Statement Correlation. A measure of the number of identical statements.
Comment Correlation. A measure of the number of identical comments.
Identifier Correlation. A measure of the number of identical and nearly identical identifiers.
Instruction Sequence Correlation. A measure of the longest sequence of identical instructions.

After using CodeMatch on a number of cases, I found that although it had great accuracy, it shared one deficiency with the other tools—too much output. After examining the results, I often found information that was not relevant to the particular case on which I was working. Because a large comparison could take a week for results, it was impractical to rerun the comparison using new settings. I began to spend time manually filtering the results to obtain a more manageable and more relevant set of results. The main purpose of CodeMatch was to reduce the time I spent looking at lines of code. While it did reduce my time by at least an order of magnitude from manually examining code files, I now wanted to reduce the time I spent poring over the results. (My wife thinks this is a bit crazy since I get paid per hour.)

Superfluous Results

In reviewing the results of the comparison, often some specific files or specific source-code elements would show up throughout the results, skewing results and hiding important correlation information. For example, open-source files may have been used in one or both sets of files. In searching for plagiarized code, the open-source files would be highly correlated with each other, but these correlations were not important. Pieces of these files would show up throughout both sets of files and flagged as highly correlated.

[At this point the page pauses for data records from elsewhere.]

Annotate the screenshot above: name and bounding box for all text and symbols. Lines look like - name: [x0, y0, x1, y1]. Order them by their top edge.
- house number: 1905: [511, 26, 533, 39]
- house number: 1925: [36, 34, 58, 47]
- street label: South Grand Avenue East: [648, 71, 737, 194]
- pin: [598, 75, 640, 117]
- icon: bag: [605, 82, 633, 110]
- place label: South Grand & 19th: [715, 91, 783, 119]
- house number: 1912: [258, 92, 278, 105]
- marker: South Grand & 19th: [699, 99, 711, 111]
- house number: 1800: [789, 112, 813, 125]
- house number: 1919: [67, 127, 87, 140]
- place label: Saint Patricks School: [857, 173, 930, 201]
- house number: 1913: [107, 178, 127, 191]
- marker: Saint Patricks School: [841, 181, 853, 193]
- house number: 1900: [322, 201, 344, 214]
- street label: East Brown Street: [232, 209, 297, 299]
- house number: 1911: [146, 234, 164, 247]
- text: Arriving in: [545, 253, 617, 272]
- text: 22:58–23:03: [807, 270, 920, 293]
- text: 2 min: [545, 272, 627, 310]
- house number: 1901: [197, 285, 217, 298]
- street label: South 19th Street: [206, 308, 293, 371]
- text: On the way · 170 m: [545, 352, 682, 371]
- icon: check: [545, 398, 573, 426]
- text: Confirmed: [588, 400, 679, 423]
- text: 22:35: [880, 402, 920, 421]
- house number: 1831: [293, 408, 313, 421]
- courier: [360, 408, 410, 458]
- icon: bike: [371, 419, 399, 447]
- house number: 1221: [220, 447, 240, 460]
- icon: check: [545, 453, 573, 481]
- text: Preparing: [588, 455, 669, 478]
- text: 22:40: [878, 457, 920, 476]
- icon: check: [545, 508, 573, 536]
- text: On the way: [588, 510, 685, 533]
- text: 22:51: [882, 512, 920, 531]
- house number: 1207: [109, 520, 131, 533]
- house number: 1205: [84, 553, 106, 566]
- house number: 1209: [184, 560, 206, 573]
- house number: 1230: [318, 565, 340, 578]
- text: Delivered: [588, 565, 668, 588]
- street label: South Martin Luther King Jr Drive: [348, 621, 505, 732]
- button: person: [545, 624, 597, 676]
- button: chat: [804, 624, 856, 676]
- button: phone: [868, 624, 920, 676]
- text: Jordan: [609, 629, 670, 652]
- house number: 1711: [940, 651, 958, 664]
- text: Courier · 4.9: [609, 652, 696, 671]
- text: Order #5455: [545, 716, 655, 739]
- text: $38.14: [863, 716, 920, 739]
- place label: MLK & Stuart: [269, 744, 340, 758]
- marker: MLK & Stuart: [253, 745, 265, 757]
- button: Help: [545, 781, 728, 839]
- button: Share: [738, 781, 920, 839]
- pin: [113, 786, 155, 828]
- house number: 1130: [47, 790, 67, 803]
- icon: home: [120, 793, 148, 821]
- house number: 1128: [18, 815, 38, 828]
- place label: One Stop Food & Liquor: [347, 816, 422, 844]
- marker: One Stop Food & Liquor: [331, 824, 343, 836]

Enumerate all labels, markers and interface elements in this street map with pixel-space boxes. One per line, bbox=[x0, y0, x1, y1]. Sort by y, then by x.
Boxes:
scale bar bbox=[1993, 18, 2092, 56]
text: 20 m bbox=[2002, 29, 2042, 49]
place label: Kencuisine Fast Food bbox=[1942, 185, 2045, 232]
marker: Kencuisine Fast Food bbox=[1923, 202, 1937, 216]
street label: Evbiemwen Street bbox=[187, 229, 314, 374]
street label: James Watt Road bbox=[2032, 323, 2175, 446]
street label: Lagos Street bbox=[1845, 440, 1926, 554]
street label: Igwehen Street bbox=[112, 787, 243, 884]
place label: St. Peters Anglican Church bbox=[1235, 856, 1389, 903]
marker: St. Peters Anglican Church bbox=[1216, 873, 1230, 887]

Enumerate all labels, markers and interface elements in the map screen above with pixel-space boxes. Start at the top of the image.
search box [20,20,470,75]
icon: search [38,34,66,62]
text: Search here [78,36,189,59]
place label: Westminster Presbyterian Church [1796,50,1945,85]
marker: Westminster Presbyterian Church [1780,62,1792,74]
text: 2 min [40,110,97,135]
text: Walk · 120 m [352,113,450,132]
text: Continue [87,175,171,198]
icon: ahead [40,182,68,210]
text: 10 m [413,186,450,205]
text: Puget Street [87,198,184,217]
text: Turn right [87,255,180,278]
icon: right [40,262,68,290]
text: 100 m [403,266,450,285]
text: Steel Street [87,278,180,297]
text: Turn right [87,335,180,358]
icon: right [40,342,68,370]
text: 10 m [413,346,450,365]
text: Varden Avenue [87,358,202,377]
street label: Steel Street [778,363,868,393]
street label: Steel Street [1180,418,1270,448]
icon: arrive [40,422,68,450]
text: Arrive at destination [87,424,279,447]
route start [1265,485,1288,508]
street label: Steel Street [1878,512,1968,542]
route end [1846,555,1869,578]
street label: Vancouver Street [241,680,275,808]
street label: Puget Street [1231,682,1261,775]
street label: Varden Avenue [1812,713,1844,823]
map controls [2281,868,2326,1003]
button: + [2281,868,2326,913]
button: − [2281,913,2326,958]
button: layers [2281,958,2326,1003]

Similarly, there were specific statements, comments, and identifiers that showed up in many places, but were not relevant to finding plagiarized code. Users searching for plagiarized code may find that two programs running on Linux both use the same system calls. Thus, files with these system calls will have a higher correlation. Common identifier names like "index," "count," and "result" showed up in many files, increasing correlation values, but were not necessarily signs of plagiarism.

Had these results been known upfront, some of them could have been eliminated before CodeMatch was run. However, given the number of files and the number of source-code elements, it was impractical to find these elements before performing the correlation. Also, the correlation itself pointed out many of these superfluous elements.

CodeMatch Post-Process Filtering

To make examining the correlation results more useful and let users focus on the kinds of correlation that are most important, I added the ability to filter the results. After CodeMatch produces a database of results, this filtering can be performed on the database:

Statement filtering. A list of statements is created by users. Any correlation due to a statement on this list is eliminated.
Comment filtering. A list of comments is created by users. Any correlation due to a comment on this list is eliminated.
Identifier filtering. A list of identifiers is created by users. Any correlation due to an identifier on this list is eliminated.
General file filtering. A list of file names is created by users. Any correlation between any file whose name appears on the list and any other file is removed from the results database.
Specific file filtering. A list of file names with specific paths is created by users. Any correlation between a specific file on the list and any other file is removed from the results database.
Folder filtering. A list of folders is created by the user. Any correlation between a file in a folder on the list and any other file is removed from the results database.
Threshold filtering. Users can change threshold parameters, reducing the number of correlated file pairs that are displayed. Users can set minimum and maximum correlation scores to display and can set a maximum number of correlated files to display.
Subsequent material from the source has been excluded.